Their lightning-fast responses were made possible thanks to a database that collected all the available information about opponents so that it could be used against them. Old speeches were trawled for past proclamations and long-forgotten incidents raked up to cause fresh embarrassment. All this information could be sent out to journalists at the drop of a hat, as soon as the opportune moment presented itself.
Carville’s war room revolutionised the way election campaigns are conducted in a model exported to Canada, the UK and beyond. Much of its success was its adaptability for running a campaign in the 24-hour news age. Campaigns could respond almost instantly to just about anything with little advance notice when the war room’s database was well organised.
The Conservative Party recently hired Lynton Crosby, an Australian strategist who assisted London mayor Boris Johnson’s re-election campaign. He has been credited with “sharpening up” the party’s nascent campaign ahead of the expected 2015 general election and already has his war room up and running. But his war room reveals something new about their uses and limits.
It is sometimes said the best offence is a good defence. In an election campaign, the less troublesome information there is in the hands of your opponents' war machines, the less they will be able to launch attacks on you. If the Tories could restrict the available information about themselves to opponents, then they could enjoy a strategic advantage when it comes to disseminating rapid press releases countering claims on the campaign trail.
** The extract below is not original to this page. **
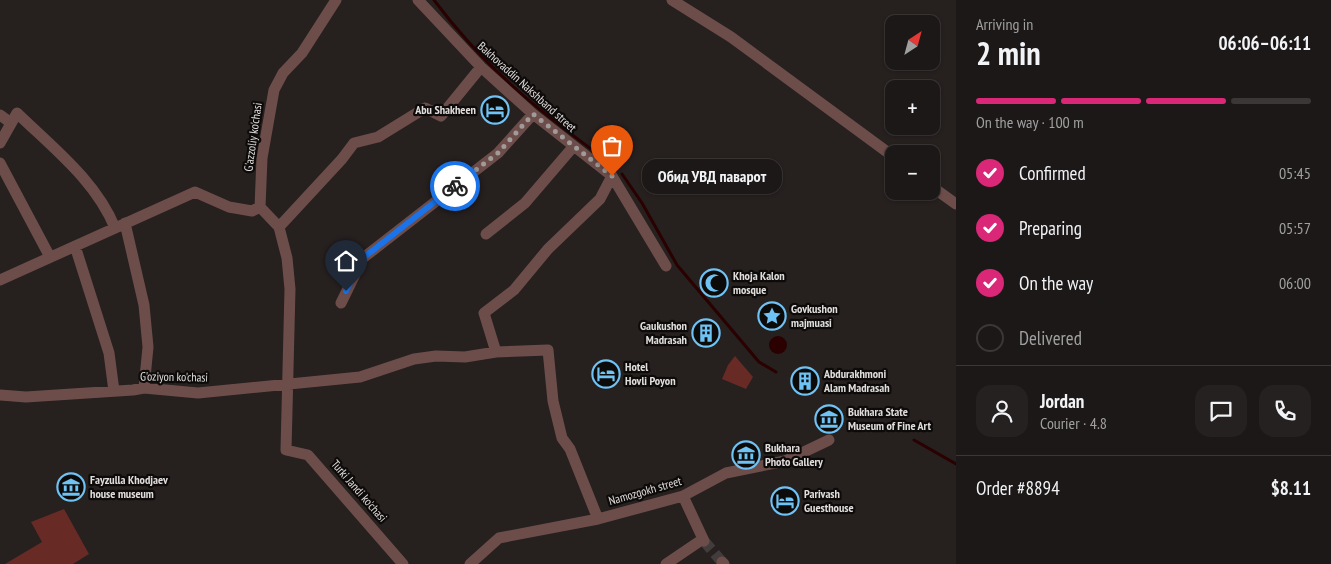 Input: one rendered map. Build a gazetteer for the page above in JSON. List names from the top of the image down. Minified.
{"streets":{"street":["Bakhovaddin Nakshband street","G'azzoliy ko'chasi","G'oziyon ko'chasi","Turki Jandi ko'chasi","Namozgokh street"]},"crossings":[["G'oziyon ko'chasi","Turki Jandi ko'chasi"],["G'oziyon ko'chasi","Namozgokh street"]],"places":{"hotel":["Abu Shakheen","Hotel Hovli Poyon","Parivash Guesthouse"],"other":["Обид УВД паварот"],"mosque":["Khoja Kalon mosque"],"place":["Govkushon majmuasi"],"building":["Gaukushon Madrasah","Abdurakhmoni Alam Madrasah"],"museum":["Bukhara State Museum of Fine Art","Bukhara Photo Gallery","Fayzulla Khodjaev house museum"]},"north":"top right","page":{"heading":["2 min","Arriving in","06:06–06:11"],"panel":["Jordan","Courier · 4.8","Order #8894","$8.11"],"map_buttons":["+","−"],"bar":"On the way · 100 m","list":[["Confirmed","05:45"],["Preparing","05:57"],["On the way","06:00"],"Delivered"],"bubble":"Обид УВД паварот"}}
And that’s exactly what the Conservatives did. Or at least thought they did. Despite earlier promises that government should be made more transparent so politicians could be held to account, the Tories have tried – literally – to erase their recent online history. In an act of brazen Machiavellian chutzpah mixed with untold naivety, the party has tried to erase records of speeches and press releases published between 2000 and its coming to power in May 2010.
This was not just about removing content from the Conservative Party website, but also about removing all such records from the internet. The Tories launched a bot blocker that barred pages for public consumption – one aim appears to be to make it nearly impossible to conduct online searches for embarrassing pre-coalition speeches. Or at least that’s what they thought they did.
However, there was a significant flaw in the plan. The personnel in Crosby’s war room clearly don’t understand the internet. Removing online content post-publication can be easier said than done, especially where the content is by a party in government.
“Deletegate” has been made all the more ridiculous by the relative ease with which the missing content has been retrieved. It’s readily clear why Crosby’s war room thought it would be a good idea to try to brush some past pronouncements under the carpet once you see what was removed.
For example, among the pre-2010 proclamations made by PM David Cameron that were removed from the Conservative Party website were promises to offer no major structural change to the NHS, a commitment to increasing state spending, a pledge to permit voters to remove individual MPs halfway through a parliament and support for the transparency in politics that the internet brings and we should welcome.
The error of Deletegate is in thinking the internet is like paper and not fluid. Newspapers or books can be seized and burned. They can, with enough effort, be permanently deleted. The internet is more like a stream that can be managed and shaped, but where deletion might be impossible to achieve.
Labour has now been exposed “managing” the content of its website to delete old content but it doesn’t appear to have brazenly attempted to wipe the internet clean of the content, perhaps realising that this would be a near impossible task.
The war room is a modern approach to running an election campaign designed for our media age. The aim of winning elections may remain the same, but the means by which elections are contested has been fundamentally transformed. Thanks to Crosby, so too has the adage of the best offence is a good defence. Deletegate indicates that the information war may be best won through information management rather than delete bots. Sometimes what appears to be a good defence is a better offence for opponents. I’m sure Carville would agree.